If you take two dollars out of your purse each time you put a dollar in, bankruptcy will happen in time. The railroads are not yet reduced to the point of collapse, because most of them are still permitted to earn and retain dividends. But their borrowing power has been cut down until it suffices only for hand-to-mouth improvement. Their credit must be so far restored as to make it equal to carrying forward the creative and constructive work which we have seen to be a condition of continued national growth. How does their record for trustworthiness stand? What have they done to show themselves fit for that larger liberty of action which is indispensable if they are to perform all the functions belonging to the proper conduct of their business?
The railroads of the United States are entitled to both confidence and relief because they have not abused their trust in the matter of capitalization. While, to make possible the raising of money, stock-bonuses undoubtedly were given in their earlier history, it is true of them as a whole today that they have by far the smallest capitalization per mile in the world; and that they have kept their capitalization low by using for betterments millions of earnings which anywhere in Europe would have been handed over to stockholders, leaving the cost of improvements to be charged to capital account. This is one of the best-established facts in railroad history, though few people yet realize how great is the difference in our favor.

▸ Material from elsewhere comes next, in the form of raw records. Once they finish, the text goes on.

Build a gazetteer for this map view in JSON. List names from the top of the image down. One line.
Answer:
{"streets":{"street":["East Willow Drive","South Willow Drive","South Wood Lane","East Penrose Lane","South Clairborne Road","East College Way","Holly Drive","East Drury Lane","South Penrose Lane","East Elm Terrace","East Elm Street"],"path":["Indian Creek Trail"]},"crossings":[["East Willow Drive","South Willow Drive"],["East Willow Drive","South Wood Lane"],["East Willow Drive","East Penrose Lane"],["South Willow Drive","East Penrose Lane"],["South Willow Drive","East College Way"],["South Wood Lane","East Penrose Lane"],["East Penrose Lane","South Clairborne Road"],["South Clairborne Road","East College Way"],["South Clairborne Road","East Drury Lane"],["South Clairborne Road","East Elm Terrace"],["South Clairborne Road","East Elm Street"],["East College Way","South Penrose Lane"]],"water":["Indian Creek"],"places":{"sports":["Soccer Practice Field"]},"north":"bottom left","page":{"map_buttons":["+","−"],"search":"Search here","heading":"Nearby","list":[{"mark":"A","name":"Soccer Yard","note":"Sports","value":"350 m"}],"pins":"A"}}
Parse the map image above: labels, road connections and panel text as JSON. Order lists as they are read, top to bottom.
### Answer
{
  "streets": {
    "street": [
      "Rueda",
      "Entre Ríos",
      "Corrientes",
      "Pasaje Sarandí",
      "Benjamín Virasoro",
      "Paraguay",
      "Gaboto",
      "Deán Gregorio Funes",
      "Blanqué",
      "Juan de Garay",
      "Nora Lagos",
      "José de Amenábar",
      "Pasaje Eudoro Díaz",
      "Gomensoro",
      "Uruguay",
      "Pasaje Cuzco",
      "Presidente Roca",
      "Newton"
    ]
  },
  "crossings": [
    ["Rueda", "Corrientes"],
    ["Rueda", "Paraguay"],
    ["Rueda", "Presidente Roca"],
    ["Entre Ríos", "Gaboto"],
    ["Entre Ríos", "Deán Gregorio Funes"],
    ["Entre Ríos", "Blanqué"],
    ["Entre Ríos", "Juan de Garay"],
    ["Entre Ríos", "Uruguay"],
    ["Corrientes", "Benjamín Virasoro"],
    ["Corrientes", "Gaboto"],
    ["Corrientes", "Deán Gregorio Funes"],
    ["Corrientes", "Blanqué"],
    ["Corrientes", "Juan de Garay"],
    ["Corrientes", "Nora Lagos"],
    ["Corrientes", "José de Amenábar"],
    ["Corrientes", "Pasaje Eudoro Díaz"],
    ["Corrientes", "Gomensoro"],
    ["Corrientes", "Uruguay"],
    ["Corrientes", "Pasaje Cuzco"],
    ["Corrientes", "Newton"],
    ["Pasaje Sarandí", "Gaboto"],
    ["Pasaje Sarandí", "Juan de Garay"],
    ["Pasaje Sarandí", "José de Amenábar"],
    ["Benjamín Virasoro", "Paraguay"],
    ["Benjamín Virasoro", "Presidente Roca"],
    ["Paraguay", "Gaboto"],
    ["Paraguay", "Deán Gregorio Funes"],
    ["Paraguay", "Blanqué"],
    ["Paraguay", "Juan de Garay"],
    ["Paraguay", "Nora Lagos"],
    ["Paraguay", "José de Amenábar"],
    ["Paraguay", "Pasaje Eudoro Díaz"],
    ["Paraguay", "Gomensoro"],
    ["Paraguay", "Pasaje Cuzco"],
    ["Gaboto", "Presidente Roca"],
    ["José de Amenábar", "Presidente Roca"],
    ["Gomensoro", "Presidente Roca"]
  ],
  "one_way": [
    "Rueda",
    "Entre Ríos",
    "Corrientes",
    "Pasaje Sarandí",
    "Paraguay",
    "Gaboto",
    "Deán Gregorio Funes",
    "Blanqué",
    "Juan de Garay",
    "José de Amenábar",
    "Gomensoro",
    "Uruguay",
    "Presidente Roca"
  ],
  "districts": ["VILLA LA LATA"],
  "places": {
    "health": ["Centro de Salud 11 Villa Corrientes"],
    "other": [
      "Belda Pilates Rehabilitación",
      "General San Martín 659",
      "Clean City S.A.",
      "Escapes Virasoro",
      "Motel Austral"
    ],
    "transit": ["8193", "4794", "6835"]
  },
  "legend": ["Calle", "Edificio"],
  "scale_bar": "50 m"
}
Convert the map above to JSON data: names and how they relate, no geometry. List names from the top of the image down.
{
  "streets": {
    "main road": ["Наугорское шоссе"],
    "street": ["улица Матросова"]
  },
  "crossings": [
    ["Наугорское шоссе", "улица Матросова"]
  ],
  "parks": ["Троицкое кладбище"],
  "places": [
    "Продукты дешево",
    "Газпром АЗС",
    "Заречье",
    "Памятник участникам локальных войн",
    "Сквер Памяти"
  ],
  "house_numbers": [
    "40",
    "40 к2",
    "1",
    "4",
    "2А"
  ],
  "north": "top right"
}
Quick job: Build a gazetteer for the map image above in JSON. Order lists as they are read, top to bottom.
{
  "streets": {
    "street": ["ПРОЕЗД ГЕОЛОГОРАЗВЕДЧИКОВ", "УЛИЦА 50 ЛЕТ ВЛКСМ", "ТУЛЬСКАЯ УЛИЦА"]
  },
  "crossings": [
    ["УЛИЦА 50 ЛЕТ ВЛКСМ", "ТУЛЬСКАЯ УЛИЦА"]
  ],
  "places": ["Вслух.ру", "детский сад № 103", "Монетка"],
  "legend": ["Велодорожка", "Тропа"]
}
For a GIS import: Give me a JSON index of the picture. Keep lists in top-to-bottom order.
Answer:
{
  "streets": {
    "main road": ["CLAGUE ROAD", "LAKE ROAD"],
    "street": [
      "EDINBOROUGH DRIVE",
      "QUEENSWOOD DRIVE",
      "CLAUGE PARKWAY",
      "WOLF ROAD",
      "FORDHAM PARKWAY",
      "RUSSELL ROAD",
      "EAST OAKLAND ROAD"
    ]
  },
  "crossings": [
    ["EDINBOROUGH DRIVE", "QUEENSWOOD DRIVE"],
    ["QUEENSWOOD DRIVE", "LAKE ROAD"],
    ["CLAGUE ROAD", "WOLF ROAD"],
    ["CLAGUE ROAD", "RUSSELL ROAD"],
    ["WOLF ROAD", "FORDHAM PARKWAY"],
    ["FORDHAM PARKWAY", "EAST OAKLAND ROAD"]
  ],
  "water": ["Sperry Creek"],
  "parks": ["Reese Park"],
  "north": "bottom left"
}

The statistics of railway capitalization, as given by the Interstate Commerce Commission, are, unfortunately, not always computed according to the same rules. This weakens or destroys their value for comparison. A change of statisticians may involve a change of method. However conscientious the motive, the result alters relations which should be constant. Thus the official railway capitalization in 1909 was $59,259. In 1910 it is returned at $62,657. But the increase is chargeable mostly to changes in the assignment of capital stock to one account instead of another; and one such change alone operates to increase the average capitalization $700 per mile for the entire United States. “Manifestly”, says the Statistician of the Commission in his report, “a figure so constructed should not be subjected to the burden of sustaining any very weighty conclusions”. The Bureau of Railway News and Statistics estimates the capitalization of 1911 at $59,345 per mile; probably $60,000, in round numbers, represents about the average actual capitalization today. This figure is to be compared with the capitalization per mile in other countries, as shown in the following table:
United Kingdom | $275,040 |
England alone | $314,000 |
Germany | $109,788 |
France | $139,237 |
The increase of capitalization per mile of railroad in England and Wales for the nineteen years between 1890 and 1909 was from $255,073 to $328,761, or $73,688; against a total capitalization for all the roads in the United States in 1909 of $59,259. It exceeded our total capitalization by $14,429 per mile. The average annual increase for the nineteen years has been $3,873 per mile, exceeding the entire annual net earnings per mile of railways in this country during the corresponding period. Our capitalization per mile is from one-half to one-fifth that of European countries; partly because the initial cost of construction was greater there, but largely because of a fixed difference in policy. The American railway makes improvements so far as possible out of earnings or surplus, leaving capital account to carry only new construction. The European road distributes earnings among its stockholders, and issues new capital to provide necessary betterments. The difference accounts for the sharp contrasts of the figures presented above.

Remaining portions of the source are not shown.